I learned that the old saying was right, and that I could truly catch more flies with honey (especially true honey, not false words of flattery), than I could with vinegar. I came to regret very deeply the verbal hurts I had inflicted on people. You will seldom catch me being mean, in act or word. (Although I admit to slipping when the migraines hit or the kids fight.)
I found it impossible to cling to my prejudices about God and religious people. The more I learned about science, the more I asked myself, “How did it begin?” I accept the scientific record and scientific conclusions all the way back to the Big Bang — but what came before? Could all this something truly have come from nothing? I don’t know that there is a God, but I’d be an arrogant fool, faced with those questions, to deny a God. I’m not a believer, but I try to live a moral life as an open-minded non-believer.
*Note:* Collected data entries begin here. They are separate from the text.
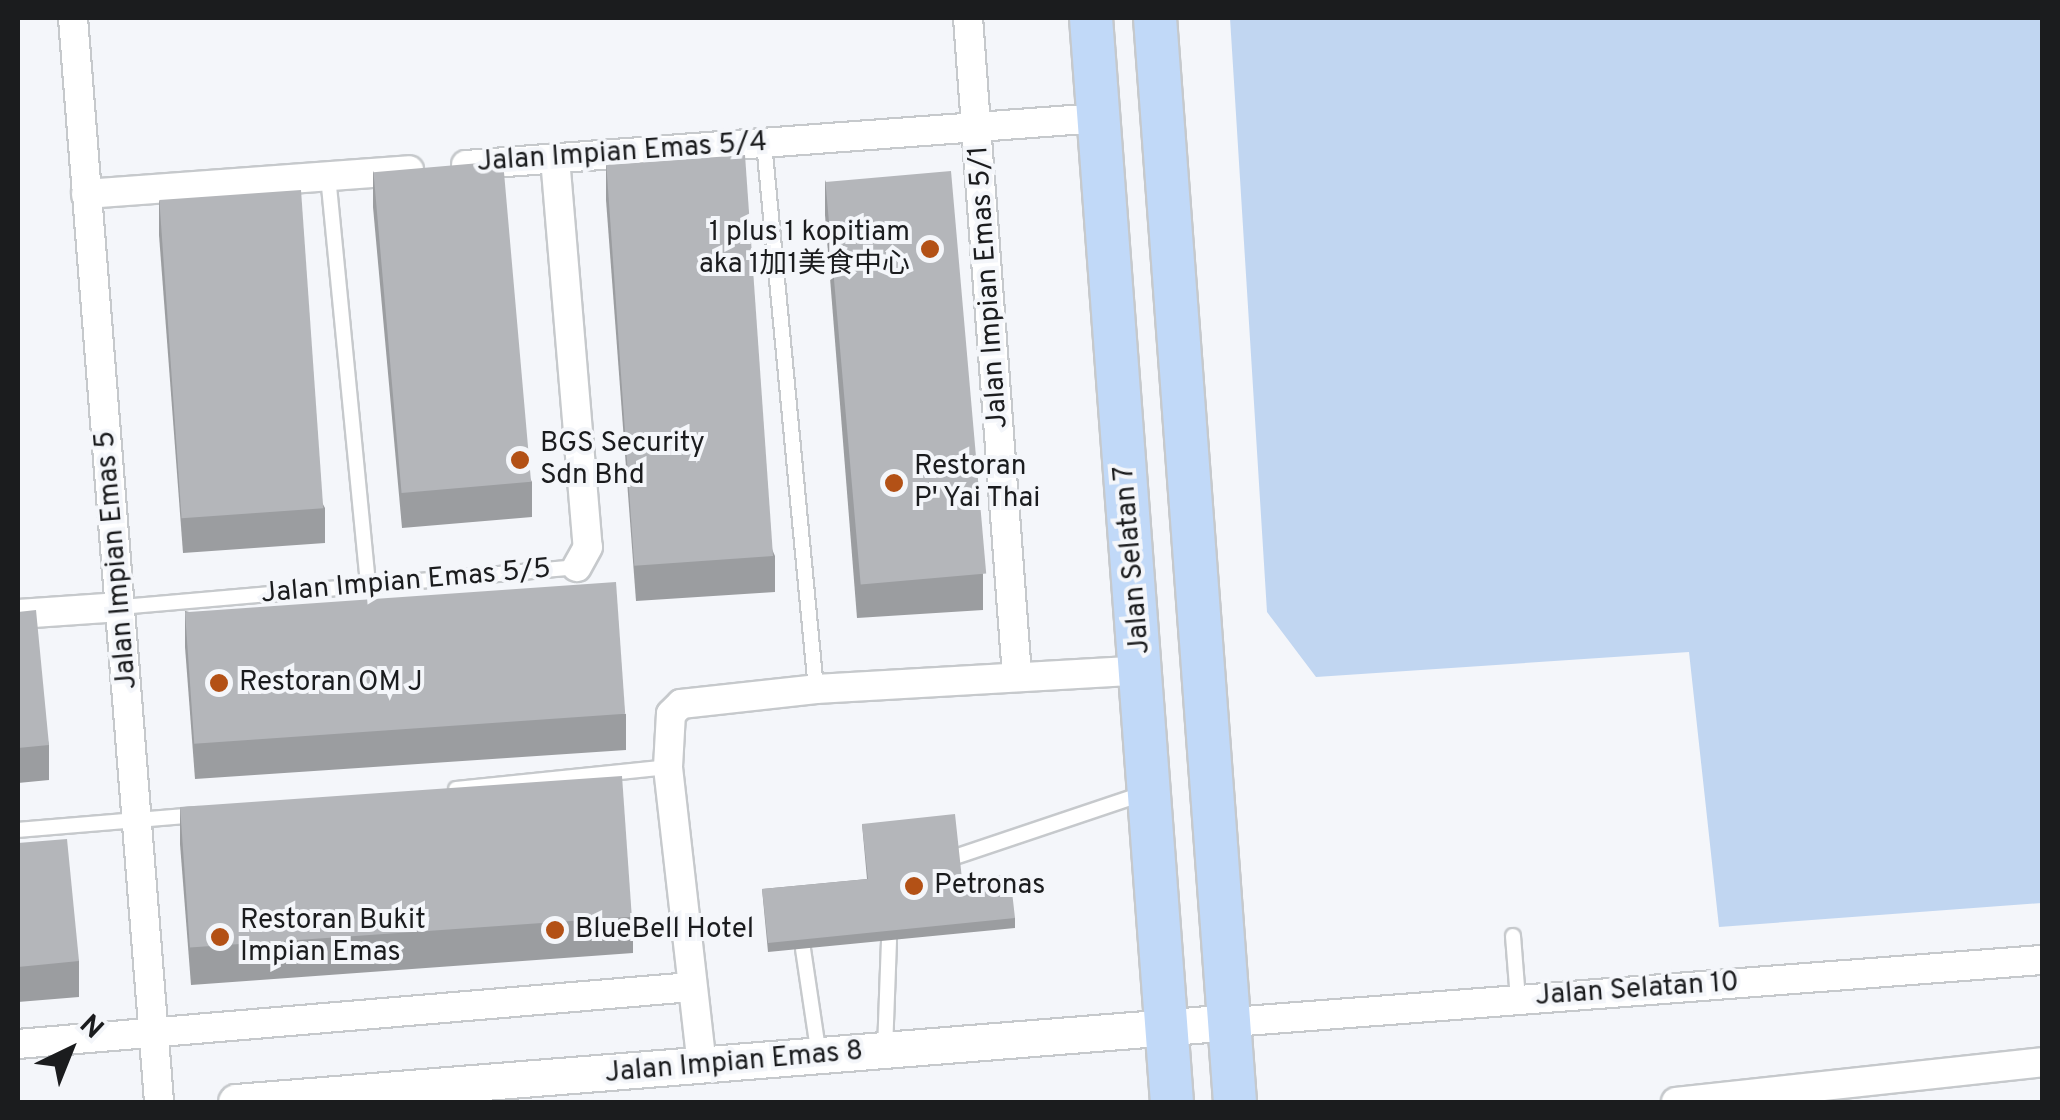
<!DOCTYPE html>
<meta charset="utf-8">
<style>
body{margin:0}
#map{position:relative;width:2060px;height:1120px;overflow:hidden;background:#f4f6fa;font-family:Overpass,"Noto Sans SC",sans-serif}
div>[style]{position:absolute}
.green>*{inset:0;background:#c1d6f1}
.roads{filter:drop-shadow(2px 0 #c6c9cc) drop-shadow(-2px 0 #c6c9cc) drop-shadow(0 2px #c6c9cc) drop-shadow(0 -2px #c6c9cc)}
.service>*{height:14px;margin:-7px;padding:0 7px;transform-origin:7px;border-radius:7px;background:#fff}
.minor>*{height:28px;margin:-14px;padding:0 14px;transform-origin:14px;border-radius:14px;background:#fff}
.tertiary>*{height:35px;margin:-17.5px;padding:0 17.5px;transform-origin:17.5px;border-radius:17.5px;background:#fff}
.primary>*{height:42px;margin:-21px;padding:0 21px;transform-origin:21px;border-radius:21px;background:#c1d9f8}
.wall>*{inset:0;background:#9b9da0}
.building>*{inset:0;background:#b4b6ba;transform-origin:0 0}
.dots>*{width:28px;height:28px;translate:-50% -50%;box-sizing:border-box;border:5px solid #f4f6fa;border-radius:50%}
span{translate:-50% -50%;white-space:nowrap;text-align:center;line-height:1.15;-webkit-text-stroke:8px #f4f6fa;paint-order:stroke}
.street-label{font-size:28px;color:#1b1c1e}
.poi-label{font-size:28px;color:#1b1c1e}
.right{translate:-100% -50%;text-align:right}
.left{translate:0 -50%;text-align:left}
.frame{position:absolute;inset:0;border:20px solid #1b1c1e;pointer-events:none}
.north{position:absolute;left:20px;top:1000px;width:100px;height:100px;-webkit-text-stroke:8px #f4f6fa;paint-order:stroke;rotate:43deg;font-size:28px;font-weight:700;line-height:40px;text-align:center;color:#1b1c1e}
.north::after{content:'';display:block;margin:auto;width:35px;height:45px;background:#1b1c1e;clip-path:polygon(50% 0,100% 100%,50% 72%,0 100%)}
</style>
<div id="map">
<div class="green">
<div style="clip-path:polygon(1230px 18px,2042px 18px,2042px 903px,1719px 927px,1689px 652px,1316px 677px,1267px 612px)"></div>
</div>
<div class="roads">
<div class="service">
<div style="left:764px;top:143px;width:548px;rotate:84.56deg"></div>
<div style="left:328px;top:176px;width:410px;rotate:84.4deg"></div>
<div style="left:121px;top:607px;width:458px;rotate:-5deg"></div>
<div style="left:456px;top:789px;width:213px;rotate:-5.9deg"></div>
<div style="left:18px;top:830px;width:179px;rotate:-4.8deg"></div>
<div style="left:958px;top:856px;width:194px;rotate:-18.6deg"></div>
<div style="left:1513px;top:936px;width:63px;rotate:85.5deg"></div>
<div style="left:803px;top:949px;width:108px;rotate:81.5deg"></div>
<div style="left:885px;top:1050px;width:109px;rotate:-87.9deg"></div>
</div>
<div class="minor">
<div style="left:73px;top:18px;width:1087px;rotate:85.46deg"></div>
<div style="left:968px;top:18px;width:660px;rotate:85.74deg"></div>
<div style="left:555px;top:158px;width:390px;rotate:85.2deg"></div>
<div style="left:588px;top:547px;width:23px;rotate:119deg"></div>
<div style="left:466px;top:165px;width:634px;rotate:-4.25deg"></div>
<div style="left:86px;top:194px;width:324px;rotate:-4.2deg"></div>
<div style="left:18px;top:614px;width:103px;rotate:-3.9deg"></div>
<div style="left:1232px;top:1022px;width:812px;rotate:-4.38deg"></div>
<div style="left:18px;top:1044px;width:675px;rotate:-4.84deg"></div>
<div style="left:702px;top:1066px;width:301px;rotate:-96.5deg"></div>
<div style="left:668px;top:767px;width:53px;rotate:-86.8deg"></div>
<div style="left:671px;top:714px;width:14px;rotate:-45deg"></div>
<div style="left:681px;top:704px;width:136px;rotate:-6.3deg"></div>
<div style="left:816px;top:689px;width:327px;rotate:-3.3deg"></div>
<div style="left:1676px;top:1102px;width:368px;rotate:-6.2deg"></div>
</div>
<div class="tertiary">
<div style="left:236px;top:1102px;width:999px;rotate:-4.59deg"></div>
</div>
<div class="primary">
<div style="left:1091px;top:18px;width:1087px;rotate:85.73deg"></div>
<div style="left:1155px;top:18px;width:1087px;rotate:85.78deg"></div>
</div>
</div>
<div class="wall">
<div style="clip-path:polygon(606px 164px,775px 556px,775px 592px,636px 601px,606px 200px)"></div>
<div style="clip-path:polygon(373px 171px,532px 482px,532px 517px,402px 528px,373px 207px)"></div>
<div style="clip-path:polygon(825px 180px,983px 574px,983px 610px,857px 618px,825px 215px)"></div>
<div style="clip-path:polygon(159px 200px,325px 508px,325px 543px,183px 553px,159px 235px)"></div>
<div style="clip-path:polygon(185px 611px,626px 714px,626px 750px,195px 779px,185px 647px)"></div>
<div style="clip-path:polygon(18px 612px,49px 745px,49px 780px,18px 783px)"></div>
<div style="clip-path:polygon(180px 808px,633px 917px,633px 953px,191px 985px,180px 844px)"></div>
<div style="clip-path:polygon(862px 824px,962px 879px,1015px 918px,1015px 928px,768px 952px,762px 889px,867px 879px)"></div>
<div style="clip-path:polygon(18px 843px,79px 961px,79px 997px,18px 1002px)"></div>
</div>
<div class="building">
<div style="left:745px;top:155px;width:402px;height:139px;rotate:86deg"></div>
<div style="left:503px;top:161px;width:322px;height:130px;rotate:85deg"></div>
<div style="left:951px;top:171px;width:404px;height:126px;rotate:85deg"></div>
<div style="left:301px;top:190px;width:319px;height:142px;rotate:86deg"></div>
<div style="left:616px;top:582px;width:132px;height:432px;rotate:86deg"></div>
<div style="clip-path:polygon(36px 610px,49px 745px,18px 748px,18px 612px)"></div>
<div style="left:622px;top:776px;width:141px;height:443px;rotate:86deg"></div>
<div style="clip-path:polygon(955px 814px,962px 879px,1010px 874px,1015px 918px,768px 943px,762px 889px,868px 879px,862px 824px)"></div>
<div style="clip-path:polygon(67px 839px,79px 961px,18px 967px,18px 843px)"></div>
</div>
<div class="dots">
<div style="left:930px;top:249px;background:#b35116"></div>
<div style="left:520px;top:460px;background:#b35116"></div>
<div style="left:894px;top:483px;background:#b35116"></div>
<div style="left:219px;top:683px;background:#b35116"></div>
<div style="left:914px;top:886px;background:#b35116"></div>
<div style="left:555px;top:930px;background:#b35116"></div>
<div style="left:220px;top:937px;background:#b35116"></div>
</div>
<div class="street-label">
<span style="left:622px;top:153px;rotate:-4deg">Jalan Impian Emas 5/4</span>
<span style="left:989px;top:287px;rotate:-94deg">Jalan Impian Emas 5/1</span>
<span style="left:117px;top:560px;rotate:-95deg">Jalan Impian Emas 5</span>
<span style="left:1133px;top:560px;rotate:-95deg">Jalan Selatan 7</span>
<span style="left:406px;top:582px;rotate:-5deg">Jalan Impian Emas 5/5</span>
<span style="left:1637px;top:990px;rotate:-4deg">Jalan Selatan 10</span>
<span style="left:734px;top:1063px;rotate:-5deg">Jalan Impian Emas 8</span>
</div>
<div class="poi-label">
<span class="right" style="left:910px;top:249px">1 plus 1 kopitiam<br>aka 1加1美食中心</span>
<span class="left" style="left:540px;top:460px">BGS Security<br>Sdn Bhd</span>
<span class="left" style="left:914px;top:483px">Restoran<br>P' Yai Thai</span>
<span class="left" style="left:239px;top:683px">Restoran OM J</span>
<span class="left" style="left:934px;top:886px">Petronas</span>
<span class="left" style="left:240px;top:937px">Restoran Bukit<br>Impian Emas</span>
<span class="left" style="left:575px;top:930px">BlueBell Hotel</span>
</div>
<div class="frame"></div>
<div class="north">N</div>
</div>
I respect believers.
As for Christianity, I learned that people can hold beliefs different from mine, and still be truly, deeply good people, whom it is often an honor to know. My history studies helped me to understand that the Inquisition is over and that, for the past two hundred years, Christianity has been a uniform force for good in the world. There are, of course, bad people who profess to be Christians, but Christianity as a belief system is a good thing and we should be grateful for it. (I also learned, which few Jews accept, that the Nazis were not a Christian movement, but were a violently anti-Christian movement, something that helped me open my heart and mind to Christianity.)
Watching our military during the First Gulf war, and meeting military people as I got older, I began to understand that ours is an exceptional military: a volunteer organization, controlled by the Constitution, and peopled by ordinary Americans. Well, “ordinary” in that they’re neither the dregs, nor the aristocrats, as is the case in other, class-based societies. Instead, they’re people like you and me. Except, unlike me, they’re brave, even the ones who just joined to pay off their student loans. Oh, and they’re patriots, which isn’t that common. And of course, they’re awfully polite and frequently so kind. But other than that….
So here I am: someone who was profoundly stupid as a child and young person, but who had the capacity to learn and who did, in fact, learn and grow.